Beginning with the very first line, please reproduce the entries exactly through the line containing "margin:0; padding:0; list-style:none".

- RECORDS FOR THIS EXERCISE -
━━━
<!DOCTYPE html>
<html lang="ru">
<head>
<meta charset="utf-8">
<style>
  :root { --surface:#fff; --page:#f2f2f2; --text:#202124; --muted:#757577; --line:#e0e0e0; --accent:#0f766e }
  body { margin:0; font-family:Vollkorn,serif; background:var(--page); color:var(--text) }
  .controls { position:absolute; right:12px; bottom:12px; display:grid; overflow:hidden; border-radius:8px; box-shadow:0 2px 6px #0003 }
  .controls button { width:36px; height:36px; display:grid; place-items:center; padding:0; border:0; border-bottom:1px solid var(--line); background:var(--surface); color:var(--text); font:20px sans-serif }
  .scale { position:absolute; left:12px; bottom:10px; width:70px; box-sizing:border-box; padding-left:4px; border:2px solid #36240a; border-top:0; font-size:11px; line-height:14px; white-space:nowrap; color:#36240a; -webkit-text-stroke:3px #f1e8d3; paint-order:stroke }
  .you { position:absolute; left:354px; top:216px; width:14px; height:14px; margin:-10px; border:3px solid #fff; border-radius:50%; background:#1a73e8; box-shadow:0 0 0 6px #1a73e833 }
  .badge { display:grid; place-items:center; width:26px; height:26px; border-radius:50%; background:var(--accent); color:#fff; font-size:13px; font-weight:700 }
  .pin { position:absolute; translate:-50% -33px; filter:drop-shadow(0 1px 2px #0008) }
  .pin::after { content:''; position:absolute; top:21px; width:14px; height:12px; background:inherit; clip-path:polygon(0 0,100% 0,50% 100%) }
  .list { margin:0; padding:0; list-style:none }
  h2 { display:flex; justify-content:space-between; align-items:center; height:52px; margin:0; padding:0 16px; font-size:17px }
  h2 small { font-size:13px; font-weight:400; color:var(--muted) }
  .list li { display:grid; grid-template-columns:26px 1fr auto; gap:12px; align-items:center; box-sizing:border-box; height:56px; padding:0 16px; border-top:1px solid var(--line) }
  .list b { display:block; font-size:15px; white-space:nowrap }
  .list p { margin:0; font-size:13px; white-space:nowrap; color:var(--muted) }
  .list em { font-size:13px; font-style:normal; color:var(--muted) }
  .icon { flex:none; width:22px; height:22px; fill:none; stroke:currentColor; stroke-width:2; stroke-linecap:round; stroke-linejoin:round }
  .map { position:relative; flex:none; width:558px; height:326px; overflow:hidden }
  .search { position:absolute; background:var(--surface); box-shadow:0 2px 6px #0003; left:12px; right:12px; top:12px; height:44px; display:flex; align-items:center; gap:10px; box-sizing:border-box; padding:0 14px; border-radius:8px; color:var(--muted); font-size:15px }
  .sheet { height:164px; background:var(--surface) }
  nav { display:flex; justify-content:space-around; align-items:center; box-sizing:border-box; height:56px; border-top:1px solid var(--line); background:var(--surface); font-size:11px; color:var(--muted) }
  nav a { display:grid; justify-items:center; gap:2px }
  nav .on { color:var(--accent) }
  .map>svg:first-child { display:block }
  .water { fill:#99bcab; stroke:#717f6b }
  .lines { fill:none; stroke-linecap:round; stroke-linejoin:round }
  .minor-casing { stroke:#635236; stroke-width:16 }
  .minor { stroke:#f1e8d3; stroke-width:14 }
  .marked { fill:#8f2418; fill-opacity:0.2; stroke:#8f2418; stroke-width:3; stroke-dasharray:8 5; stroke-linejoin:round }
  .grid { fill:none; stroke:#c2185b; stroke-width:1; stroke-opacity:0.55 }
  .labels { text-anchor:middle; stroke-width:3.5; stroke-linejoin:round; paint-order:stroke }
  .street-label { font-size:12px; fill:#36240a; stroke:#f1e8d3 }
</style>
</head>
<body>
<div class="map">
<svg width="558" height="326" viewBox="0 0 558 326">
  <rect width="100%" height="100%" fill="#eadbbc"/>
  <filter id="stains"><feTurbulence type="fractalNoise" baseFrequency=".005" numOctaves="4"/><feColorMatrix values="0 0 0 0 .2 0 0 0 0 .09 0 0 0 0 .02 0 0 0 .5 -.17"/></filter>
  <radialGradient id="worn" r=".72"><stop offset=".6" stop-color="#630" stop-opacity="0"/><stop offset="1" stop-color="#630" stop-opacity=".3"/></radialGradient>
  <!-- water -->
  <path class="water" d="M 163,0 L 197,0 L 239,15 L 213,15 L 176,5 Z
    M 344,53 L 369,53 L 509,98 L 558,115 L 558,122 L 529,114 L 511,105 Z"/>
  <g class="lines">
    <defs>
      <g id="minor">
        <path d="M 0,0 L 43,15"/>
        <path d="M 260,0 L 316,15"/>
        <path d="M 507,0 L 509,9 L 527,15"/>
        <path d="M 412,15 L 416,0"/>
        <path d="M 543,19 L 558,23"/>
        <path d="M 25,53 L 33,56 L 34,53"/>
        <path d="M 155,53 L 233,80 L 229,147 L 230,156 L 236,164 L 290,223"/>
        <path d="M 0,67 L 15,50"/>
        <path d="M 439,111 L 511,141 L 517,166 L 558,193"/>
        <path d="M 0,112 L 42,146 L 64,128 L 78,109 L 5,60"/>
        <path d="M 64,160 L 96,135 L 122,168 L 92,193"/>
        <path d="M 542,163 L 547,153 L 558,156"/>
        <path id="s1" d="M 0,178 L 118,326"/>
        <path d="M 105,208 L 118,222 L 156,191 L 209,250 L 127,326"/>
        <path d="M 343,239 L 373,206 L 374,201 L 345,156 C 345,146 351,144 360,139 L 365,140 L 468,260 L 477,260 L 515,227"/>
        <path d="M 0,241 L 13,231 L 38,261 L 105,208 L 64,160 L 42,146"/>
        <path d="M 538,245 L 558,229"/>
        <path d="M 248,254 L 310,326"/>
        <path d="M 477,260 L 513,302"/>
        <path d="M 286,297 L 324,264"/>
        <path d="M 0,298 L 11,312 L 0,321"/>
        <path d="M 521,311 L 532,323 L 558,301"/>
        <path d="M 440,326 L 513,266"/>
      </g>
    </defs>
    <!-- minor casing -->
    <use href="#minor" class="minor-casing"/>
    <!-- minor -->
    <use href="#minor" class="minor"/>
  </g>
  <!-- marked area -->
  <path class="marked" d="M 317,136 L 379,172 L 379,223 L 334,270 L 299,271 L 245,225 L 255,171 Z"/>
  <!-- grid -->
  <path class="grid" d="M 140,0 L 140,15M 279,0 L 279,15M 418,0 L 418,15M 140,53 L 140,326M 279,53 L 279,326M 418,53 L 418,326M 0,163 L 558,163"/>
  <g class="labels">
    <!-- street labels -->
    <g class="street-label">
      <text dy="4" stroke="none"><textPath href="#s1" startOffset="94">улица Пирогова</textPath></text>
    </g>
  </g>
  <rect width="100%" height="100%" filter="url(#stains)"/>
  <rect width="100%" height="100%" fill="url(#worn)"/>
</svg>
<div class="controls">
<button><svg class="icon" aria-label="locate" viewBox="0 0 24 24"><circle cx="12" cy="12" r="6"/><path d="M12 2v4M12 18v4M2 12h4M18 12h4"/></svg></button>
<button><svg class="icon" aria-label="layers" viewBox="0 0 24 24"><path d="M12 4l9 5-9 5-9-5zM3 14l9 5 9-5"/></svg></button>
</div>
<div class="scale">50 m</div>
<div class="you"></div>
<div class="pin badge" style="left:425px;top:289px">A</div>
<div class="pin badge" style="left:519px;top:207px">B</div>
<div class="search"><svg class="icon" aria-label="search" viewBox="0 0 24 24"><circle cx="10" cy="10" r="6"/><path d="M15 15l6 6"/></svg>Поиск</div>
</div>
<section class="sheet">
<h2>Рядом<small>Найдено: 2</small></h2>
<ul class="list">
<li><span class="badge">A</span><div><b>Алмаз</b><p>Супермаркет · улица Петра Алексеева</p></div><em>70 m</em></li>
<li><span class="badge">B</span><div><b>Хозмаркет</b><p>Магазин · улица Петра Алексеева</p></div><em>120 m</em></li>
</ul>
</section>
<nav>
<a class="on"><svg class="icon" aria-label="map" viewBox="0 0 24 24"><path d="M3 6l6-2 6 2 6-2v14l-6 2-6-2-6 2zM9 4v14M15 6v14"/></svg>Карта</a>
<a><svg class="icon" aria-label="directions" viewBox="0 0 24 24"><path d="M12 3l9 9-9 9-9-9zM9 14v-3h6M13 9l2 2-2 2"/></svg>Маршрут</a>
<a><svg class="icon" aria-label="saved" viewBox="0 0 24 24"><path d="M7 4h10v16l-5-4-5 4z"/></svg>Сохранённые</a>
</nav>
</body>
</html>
━━━
- RESPONSE -
<!DOCTYPE html>
<html lang="ru">
<head>
<meta charset="utf-8">
<style>
  :root { --surface:#fff; --page:#f2f2f2; --text:#202124; --muted:#757577; --line:#e0e0e0; --accent:#0f766e }
  body { margin:0; font-family:Vollkorn,serif; background:var(--page); color:var(--text) }
  .controls { position:absolute; right:12px; bottom:12px; display:grid; overflow:hidden; border-radius:8px; box-shadow:0 2px 6px #0003 }
  .controls button { width:36px; height:36px; display:grid; place-items:center; padding:0; border:0; border-bottom:1px solid var(--line); background:var(--surface); color:var(--text); font:20px sans-serif }
  .scale { position:absolute; left:12px; bottom:10px; width:70px; box-sizing:border-box; padding-left:4px; border:2px solid #36240a; border-top:0; font-size:11px; line-height:14px; white-space:nowrap; color:#36240a; -webkit-text-stroke:3px #f1e8d3; paint-order:stroke }
  .you { position:absolute; left:354px; top:216px; width:14px; height:14px; margin:-10px; border:3px solid #fff; border-radius:50%; background:#1a73e8; box-shadow:0 0 0 6px #1a73e833 }
  .badge { display:grid; place-items:center; width:26px; height:26px; border-radius:50%; background:var(--accent); color:#fff; font-size:13px; font-weight:700 }
  .pin { position:absolute; translate:-50% -33px; filter:drop-shadow(0 1px 2px #0008) }
  .pin::after { content:''; position:absolute; top:21px; width:14px; height:12px; background:inherit; clip-path:polygon(0 0,100% 0,50% 100%) }
  .list { margin:0; padding:0; list-style:none }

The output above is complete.